- _Problem statement_: The lines from the top of the data down to the line with "Map reading. Build" should be repeated exactly, both ends included.

Dataset excerpts:

---+---

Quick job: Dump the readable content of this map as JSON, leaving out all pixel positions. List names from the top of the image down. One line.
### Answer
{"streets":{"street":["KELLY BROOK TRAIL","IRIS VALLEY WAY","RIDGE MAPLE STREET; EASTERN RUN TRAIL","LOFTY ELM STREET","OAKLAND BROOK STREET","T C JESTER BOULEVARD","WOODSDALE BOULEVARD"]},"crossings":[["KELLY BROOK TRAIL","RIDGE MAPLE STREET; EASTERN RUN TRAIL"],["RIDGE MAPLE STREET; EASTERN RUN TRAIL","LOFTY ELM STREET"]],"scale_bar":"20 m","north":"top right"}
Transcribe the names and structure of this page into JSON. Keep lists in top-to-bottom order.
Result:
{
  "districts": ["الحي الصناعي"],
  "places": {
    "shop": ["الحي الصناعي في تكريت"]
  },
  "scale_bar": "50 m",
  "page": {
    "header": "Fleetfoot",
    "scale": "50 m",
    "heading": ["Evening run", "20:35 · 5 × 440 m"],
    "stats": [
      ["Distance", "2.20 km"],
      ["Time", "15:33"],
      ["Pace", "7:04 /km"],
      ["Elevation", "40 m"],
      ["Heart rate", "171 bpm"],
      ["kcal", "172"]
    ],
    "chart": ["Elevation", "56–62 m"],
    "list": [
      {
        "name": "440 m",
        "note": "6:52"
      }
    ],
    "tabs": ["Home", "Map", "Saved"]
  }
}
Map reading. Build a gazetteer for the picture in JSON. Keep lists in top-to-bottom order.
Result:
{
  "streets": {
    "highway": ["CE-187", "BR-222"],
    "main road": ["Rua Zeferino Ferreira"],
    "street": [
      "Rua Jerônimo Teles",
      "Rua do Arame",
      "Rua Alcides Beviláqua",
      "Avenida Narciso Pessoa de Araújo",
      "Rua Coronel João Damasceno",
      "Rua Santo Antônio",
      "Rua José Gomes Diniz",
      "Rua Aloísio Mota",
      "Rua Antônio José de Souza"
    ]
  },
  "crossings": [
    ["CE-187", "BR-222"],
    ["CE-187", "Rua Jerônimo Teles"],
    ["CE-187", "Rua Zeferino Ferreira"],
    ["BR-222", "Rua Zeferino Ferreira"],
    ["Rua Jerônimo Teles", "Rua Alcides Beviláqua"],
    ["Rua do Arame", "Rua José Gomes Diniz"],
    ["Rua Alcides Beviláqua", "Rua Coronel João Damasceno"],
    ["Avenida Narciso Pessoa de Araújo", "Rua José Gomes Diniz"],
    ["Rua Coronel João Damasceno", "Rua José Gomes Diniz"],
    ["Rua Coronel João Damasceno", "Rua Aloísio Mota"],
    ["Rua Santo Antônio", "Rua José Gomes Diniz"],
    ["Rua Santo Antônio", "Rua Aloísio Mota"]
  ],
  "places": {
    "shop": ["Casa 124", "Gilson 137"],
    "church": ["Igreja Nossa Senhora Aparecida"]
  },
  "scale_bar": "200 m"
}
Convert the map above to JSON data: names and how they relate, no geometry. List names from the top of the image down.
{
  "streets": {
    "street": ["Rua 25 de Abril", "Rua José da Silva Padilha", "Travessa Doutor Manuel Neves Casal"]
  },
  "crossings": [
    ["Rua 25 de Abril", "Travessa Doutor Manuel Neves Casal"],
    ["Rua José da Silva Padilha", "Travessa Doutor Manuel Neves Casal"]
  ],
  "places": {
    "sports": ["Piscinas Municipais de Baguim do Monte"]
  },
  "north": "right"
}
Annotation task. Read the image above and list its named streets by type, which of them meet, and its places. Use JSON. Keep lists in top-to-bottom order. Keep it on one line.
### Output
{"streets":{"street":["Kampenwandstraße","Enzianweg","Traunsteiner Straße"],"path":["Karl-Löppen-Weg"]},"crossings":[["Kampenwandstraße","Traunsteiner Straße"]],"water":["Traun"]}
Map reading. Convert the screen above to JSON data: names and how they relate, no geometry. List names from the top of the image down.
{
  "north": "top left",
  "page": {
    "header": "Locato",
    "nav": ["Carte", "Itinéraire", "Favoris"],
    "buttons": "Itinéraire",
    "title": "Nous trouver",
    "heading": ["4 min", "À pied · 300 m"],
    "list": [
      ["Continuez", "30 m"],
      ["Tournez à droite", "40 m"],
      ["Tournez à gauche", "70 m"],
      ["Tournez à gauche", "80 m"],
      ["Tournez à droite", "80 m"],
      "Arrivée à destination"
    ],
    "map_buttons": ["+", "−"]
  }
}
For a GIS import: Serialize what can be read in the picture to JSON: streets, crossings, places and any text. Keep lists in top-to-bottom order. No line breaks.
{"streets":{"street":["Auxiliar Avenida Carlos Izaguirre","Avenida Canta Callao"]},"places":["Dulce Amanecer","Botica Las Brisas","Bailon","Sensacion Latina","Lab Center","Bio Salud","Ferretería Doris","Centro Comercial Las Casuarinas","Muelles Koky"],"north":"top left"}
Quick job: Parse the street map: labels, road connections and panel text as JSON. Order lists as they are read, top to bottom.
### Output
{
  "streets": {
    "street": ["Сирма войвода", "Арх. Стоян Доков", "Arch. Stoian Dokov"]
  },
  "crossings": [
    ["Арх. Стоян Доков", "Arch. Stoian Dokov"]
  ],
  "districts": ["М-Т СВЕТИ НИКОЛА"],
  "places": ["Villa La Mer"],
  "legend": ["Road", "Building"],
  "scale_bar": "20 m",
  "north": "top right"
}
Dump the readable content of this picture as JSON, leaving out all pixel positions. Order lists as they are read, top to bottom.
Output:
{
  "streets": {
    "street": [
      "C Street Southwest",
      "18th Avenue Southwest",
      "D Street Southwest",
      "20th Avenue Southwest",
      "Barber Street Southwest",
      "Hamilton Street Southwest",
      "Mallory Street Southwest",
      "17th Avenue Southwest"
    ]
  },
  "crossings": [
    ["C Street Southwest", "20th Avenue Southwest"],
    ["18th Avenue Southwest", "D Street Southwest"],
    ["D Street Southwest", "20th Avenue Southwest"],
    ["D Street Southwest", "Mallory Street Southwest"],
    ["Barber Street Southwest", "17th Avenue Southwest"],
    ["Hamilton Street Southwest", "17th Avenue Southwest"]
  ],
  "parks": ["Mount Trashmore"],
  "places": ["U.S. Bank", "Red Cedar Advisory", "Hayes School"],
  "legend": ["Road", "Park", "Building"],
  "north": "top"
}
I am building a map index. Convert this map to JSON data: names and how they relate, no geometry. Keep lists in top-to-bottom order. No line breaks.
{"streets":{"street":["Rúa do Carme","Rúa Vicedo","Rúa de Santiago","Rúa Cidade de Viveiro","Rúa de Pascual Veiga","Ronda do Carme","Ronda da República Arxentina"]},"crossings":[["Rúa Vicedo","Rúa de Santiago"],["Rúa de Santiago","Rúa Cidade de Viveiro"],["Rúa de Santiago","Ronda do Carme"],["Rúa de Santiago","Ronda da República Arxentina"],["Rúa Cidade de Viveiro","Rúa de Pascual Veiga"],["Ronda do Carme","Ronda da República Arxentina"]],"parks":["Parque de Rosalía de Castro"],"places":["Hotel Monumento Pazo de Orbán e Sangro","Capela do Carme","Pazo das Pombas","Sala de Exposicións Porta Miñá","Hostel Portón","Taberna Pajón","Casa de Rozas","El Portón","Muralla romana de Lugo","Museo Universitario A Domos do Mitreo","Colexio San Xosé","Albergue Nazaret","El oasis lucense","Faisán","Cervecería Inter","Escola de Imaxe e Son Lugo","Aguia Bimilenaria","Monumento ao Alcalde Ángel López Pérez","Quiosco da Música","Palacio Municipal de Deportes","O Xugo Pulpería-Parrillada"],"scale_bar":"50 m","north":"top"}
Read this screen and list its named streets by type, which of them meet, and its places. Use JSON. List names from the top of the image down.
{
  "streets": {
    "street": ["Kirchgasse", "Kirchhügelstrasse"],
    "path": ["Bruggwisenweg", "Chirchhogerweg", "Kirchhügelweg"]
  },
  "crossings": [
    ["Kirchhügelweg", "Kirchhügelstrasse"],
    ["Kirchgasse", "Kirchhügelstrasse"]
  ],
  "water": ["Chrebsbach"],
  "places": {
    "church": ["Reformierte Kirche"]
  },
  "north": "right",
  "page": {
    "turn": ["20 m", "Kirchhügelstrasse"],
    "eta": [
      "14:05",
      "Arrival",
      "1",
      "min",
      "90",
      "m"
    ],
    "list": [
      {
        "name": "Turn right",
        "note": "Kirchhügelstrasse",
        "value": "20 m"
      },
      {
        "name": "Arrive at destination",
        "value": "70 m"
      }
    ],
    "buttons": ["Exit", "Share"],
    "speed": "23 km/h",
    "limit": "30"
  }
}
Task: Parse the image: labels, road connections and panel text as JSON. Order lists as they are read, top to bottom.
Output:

---+---

- _Answer below_:
Quick job: Dump the readable content of this map as JSON, leaving out all pixel positions. List names from the top of the image down. One line.
### Answer
{"streets":{"street":["KELLY BROOK TRAIL","IRIS VALLEY WAY","RIDGE MAPLE STREET; EASTERN RUN TRAIL","LOFTY ELM STREET","OAKLAND BROOK STREET","T C JESTER BOULEVARD","WOODSDALE BOULEVARD"]},"crossings":[["KELLY BROOK TRAIL","RIDGE MAPLE STREET; EASTERN RUN TRAIL"],["RIDGE MAPLE STREET; EASTERN RUN TRAIL","LOFTY ELM STREET"]],"scale_bar":"20 m","north":"top right"}
Transcribe the names and structure of this page into JSON. Keep lists in top-to-bottom order.
Result:
{
  "districts": ["الحي الصناعي"],
  "places": {
    "shop": ["الحي الصناعي في تكريت"]
  },
  "scale_bar": "50 m",
  "page": {
    "header": "Fleetfoot",
    "scale": "50 m",
    "heading": ["Evening run", "20:35 · 5 × 440 m"],
    "stats": [
      ["Distance", "2.20 km"],
      ["Time", "15:33"],
      ["Pace", "7:04 /km"],
      ["Elevation", "40 m"],
      ["Heart rate", "171 bpm"],
      ["kcal", "172"]
    ],
    "chart": ["Elevation", "56–62 m"],
    "list": [
      {
        "name": "440 m",
        "note": "6:52"
      }
    ],
    "tabs": ["Home", "Map", "Saved"]
  }
}
Map reading. Build a gazetteer for the picture in JSON. Keep lists in top-to-bottom order.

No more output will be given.